RAW DATA START

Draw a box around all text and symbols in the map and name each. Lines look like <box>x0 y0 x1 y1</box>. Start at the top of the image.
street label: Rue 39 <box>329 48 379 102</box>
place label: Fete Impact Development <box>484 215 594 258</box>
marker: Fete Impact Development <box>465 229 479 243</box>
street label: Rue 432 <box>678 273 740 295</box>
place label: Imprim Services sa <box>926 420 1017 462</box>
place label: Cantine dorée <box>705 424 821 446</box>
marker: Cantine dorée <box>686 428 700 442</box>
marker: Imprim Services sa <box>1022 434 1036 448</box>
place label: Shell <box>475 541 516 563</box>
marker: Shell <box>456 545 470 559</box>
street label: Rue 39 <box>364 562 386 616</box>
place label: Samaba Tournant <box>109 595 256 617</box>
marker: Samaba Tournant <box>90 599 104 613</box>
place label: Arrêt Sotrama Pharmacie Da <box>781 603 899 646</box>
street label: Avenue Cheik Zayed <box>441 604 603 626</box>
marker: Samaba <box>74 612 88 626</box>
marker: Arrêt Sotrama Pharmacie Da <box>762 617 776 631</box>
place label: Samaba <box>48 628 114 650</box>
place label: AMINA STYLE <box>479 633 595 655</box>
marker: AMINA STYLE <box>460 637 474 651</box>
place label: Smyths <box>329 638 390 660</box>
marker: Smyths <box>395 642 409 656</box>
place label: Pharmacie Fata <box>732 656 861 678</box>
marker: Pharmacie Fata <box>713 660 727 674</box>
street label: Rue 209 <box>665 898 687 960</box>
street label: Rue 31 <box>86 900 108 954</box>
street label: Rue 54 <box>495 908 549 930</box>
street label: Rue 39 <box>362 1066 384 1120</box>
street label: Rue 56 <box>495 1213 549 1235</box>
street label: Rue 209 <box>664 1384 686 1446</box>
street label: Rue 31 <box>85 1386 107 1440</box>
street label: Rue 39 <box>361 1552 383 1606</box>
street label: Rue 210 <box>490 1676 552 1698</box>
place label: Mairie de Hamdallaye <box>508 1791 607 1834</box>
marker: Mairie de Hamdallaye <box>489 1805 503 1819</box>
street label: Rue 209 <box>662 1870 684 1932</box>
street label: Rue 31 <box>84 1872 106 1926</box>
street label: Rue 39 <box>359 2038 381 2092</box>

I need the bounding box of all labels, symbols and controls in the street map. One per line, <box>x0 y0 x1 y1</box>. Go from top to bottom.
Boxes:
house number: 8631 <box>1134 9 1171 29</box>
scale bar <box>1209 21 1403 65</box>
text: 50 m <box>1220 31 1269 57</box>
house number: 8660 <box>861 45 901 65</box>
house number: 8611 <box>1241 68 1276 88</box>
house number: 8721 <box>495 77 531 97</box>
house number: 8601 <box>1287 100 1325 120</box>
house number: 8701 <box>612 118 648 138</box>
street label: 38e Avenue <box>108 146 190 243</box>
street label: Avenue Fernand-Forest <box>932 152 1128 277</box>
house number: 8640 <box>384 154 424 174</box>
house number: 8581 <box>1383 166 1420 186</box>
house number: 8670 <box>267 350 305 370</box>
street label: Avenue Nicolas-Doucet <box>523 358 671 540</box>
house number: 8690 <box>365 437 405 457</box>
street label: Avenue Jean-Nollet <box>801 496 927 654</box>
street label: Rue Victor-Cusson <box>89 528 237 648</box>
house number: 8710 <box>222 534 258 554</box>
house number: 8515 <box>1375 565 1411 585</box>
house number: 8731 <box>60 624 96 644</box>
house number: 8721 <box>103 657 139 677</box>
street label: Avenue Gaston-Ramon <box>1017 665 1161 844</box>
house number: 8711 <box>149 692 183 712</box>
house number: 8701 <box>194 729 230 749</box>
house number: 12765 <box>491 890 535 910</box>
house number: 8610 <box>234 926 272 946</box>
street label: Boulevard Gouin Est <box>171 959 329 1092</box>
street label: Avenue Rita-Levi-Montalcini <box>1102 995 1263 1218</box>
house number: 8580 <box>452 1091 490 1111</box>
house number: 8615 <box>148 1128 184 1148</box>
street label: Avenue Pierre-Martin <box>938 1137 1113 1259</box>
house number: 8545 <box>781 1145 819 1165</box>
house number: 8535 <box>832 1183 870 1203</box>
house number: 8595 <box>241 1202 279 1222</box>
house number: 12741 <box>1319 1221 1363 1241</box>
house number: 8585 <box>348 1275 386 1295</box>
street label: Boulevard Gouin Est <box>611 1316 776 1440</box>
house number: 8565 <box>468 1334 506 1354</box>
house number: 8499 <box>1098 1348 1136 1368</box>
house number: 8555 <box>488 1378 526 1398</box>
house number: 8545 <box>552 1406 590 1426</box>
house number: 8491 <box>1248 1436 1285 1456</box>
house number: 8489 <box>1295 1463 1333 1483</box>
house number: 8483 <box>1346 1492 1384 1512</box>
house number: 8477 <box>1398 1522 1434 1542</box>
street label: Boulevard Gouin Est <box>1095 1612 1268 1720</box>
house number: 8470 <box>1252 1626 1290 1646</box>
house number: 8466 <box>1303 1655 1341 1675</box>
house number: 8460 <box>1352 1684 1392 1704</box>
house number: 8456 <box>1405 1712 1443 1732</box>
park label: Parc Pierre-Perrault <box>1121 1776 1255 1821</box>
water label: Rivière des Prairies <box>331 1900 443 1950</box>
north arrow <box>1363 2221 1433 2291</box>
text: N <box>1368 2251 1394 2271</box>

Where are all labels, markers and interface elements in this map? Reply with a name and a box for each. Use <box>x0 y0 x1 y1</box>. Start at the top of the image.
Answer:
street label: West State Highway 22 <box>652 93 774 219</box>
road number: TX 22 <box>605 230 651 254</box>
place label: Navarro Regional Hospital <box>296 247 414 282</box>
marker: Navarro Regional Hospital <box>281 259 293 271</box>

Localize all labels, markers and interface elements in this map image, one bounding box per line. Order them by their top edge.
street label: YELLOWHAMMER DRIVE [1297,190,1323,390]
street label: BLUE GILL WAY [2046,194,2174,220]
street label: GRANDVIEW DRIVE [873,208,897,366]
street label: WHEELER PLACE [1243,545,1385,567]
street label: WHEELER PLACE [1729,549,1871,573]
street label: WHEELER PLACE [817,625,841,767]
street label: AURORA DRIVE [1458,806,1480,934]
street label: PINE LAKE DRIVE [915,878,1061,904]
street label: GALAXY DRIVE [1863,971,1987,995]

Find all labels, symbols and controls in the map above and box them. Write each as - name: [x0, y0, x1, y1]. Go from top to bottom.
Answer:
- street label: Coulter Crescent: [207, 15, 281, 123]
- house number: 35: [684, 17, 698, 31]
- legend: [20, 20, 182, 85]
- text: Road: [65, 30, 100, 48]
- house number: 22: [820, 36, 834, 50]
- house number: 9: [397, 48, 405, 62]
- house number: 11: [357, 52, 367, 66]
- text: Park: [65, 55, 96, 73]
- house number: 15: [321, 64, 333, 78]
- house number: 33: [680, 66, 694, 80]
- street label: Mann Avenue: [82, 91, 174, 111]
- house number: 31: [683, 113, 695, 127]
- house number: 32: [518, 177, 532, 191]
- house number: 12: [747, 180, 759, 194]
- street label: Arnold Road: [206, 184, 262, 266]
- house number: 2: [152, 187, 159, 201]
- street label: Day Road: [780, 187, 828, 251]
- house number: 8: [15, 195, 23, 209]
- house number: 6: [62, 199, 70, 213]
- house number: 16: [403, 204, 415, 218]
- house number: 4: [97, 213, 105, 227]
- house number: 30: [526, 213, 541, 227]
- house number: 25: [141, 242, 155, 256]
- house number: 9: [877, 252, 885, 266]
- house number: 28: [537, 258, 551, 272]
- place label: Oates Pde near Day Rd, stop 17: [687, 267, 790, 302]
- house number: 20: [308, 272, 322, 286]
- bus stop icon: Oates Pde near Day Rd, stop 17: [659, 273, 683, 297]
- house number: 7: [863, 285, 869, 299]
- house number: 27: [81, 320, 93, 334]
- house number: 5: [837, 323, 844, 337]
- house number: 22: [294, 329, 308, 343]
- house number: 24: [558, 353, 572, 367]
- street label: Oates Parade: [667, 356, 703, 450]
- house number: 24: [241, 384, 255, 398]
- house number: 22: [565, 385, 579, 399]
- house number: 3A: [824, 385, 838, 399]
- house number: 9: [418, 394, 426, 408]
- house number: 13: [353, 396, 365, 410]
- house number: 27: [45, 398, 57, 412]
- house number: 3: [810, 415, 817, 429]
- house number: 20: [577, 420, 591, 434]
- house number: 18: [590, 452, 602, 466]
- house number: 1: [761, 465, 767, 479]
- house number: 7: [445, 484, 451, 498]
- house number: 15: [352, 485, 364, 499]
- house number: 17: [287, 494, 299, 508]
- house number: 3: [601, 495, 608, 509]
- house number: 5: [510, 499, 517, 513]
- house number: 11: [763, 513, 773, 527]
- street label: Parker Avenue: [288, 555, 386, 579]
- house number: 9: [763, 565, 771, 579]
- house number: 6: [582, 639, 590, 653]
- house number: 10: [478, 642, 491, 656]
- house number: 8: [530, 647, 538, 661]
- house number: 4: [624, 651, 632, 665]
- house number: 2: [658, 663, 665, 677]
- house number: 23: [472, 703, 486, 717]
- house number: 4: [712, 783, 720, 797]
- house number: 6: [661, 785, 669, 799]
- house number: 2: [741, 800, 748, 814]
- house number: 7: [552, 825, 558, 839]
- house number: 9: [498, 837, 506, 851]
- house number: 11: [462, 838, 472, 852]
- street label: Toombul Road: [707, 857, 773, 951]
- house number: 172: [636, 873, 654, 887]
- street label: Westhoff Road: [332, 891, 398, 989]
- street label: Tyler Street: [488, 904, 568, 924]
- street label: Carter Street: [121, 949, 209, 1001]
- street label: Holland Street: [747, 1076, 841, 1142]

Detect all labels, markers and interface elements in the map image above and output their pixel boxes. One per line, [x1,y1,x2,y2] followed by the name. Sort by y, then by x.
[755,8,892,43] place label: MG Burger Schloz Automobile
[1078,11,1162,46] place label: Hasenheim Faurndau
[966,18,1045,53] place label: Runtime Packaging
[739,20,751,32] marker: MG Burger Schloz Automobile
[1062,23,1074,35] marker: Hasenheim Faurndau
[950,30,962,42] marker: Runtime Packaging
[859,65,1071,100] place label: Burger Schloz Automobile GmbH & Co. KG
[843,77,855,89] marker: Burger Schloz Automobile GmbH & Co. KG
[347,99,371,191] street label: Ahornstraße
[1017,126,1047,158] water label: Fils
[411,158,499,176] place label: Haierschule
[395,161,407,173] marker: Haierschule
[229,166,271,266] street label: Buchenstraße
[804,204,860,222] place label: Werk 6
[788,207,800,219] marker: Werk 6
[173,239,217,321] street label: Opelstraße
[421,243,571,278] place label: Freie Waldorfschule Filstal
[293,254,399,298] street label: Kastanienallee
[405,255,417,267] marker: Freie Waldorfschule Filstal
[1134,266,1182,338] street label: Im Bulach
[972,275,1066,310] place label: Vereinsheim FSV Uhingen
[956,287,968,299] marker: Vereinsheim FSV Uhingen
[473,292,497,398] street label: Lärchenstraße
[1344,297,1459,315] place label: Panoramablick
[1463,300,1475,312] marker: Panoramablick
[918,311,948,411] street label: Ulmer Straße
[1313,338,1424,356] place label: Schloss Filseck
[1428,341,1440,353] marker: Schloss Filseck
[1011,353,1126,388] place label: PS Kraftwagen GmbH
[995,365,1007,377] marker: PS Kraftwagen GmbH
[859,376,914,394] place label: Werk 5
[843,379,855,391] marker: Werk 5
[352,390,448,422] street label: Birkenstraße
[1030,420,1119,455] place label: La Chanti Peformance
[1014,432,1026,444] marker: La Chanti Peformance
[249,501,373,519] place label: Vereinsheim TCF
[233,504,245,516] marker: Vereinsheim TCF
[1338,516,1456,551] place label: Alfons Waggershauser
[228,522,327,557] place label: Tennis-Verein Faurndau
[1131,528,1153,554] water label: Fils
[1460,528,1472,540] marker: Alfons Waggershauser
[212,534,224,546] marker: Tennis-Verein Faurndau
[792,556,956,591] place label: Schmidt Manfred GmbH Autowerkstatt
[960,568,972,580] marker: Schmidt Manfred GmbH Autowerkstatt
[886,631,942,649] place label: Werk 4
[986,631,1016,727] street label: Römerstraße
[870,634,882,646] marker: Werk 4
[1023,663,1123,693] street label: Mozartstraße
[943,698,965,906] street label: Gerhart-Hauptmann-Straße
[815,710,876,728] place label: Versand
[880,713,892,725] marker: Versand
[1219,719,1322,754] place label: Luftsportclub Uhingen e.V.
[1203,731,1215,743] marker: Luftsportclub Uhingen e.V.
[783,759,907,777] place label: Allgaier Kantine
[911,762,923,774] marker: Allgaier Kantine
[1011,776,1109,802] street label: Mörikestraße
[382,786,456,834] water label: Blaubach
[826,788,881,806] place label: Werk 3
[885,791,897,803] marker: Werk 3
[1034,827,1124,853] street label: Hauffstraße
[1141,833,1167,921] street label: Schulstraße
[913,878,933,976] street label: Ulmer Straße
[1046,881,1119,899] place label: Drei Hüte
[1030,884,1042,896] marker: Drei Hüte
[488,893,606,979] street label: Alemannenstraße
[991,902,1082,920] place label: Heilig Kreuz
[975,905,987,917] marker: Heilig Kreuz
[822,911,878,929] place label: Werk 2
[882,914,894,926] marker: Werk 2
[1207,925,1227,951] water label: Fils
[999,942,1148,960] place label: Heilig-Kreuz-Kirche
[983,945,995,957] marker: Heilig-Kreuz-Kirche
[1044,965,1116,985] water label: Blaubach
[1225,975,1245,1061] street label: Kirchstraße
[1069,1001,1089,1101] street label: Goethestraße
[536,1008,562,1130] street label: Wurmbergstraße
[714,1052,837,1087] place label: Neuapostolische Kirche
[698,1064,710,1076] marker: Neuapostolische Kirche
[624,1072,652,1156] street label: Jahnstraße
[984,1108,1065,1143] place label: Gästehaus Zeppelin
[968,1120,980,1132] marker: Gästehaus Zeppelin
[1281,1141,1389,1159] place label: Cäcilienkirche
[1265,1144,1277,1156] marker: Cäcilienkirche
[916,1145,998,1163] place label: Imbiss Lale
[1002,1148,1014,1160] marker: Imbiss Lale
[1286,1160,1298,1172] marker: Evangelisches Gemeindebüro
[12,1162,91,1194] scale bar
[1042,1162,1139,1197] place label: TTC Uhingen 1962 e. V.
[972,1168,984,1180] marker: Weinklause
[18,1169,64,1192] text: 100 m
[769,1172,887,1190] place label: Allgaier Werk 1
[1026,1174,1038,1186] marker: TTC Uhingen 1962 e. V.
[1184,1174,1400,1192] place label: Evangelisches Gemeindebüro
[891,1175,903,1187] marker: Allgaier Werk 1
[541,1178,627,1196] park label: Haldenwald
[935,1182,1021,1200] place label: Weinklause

RAW DATA END

YOUR GOAL: Copy each line holding the word "Schloss" from the listing above.

REPLY:
[1313,338,1424,356] place label: Schloss Filseck
[1428,341,1440,353] marker: Schloss Filseck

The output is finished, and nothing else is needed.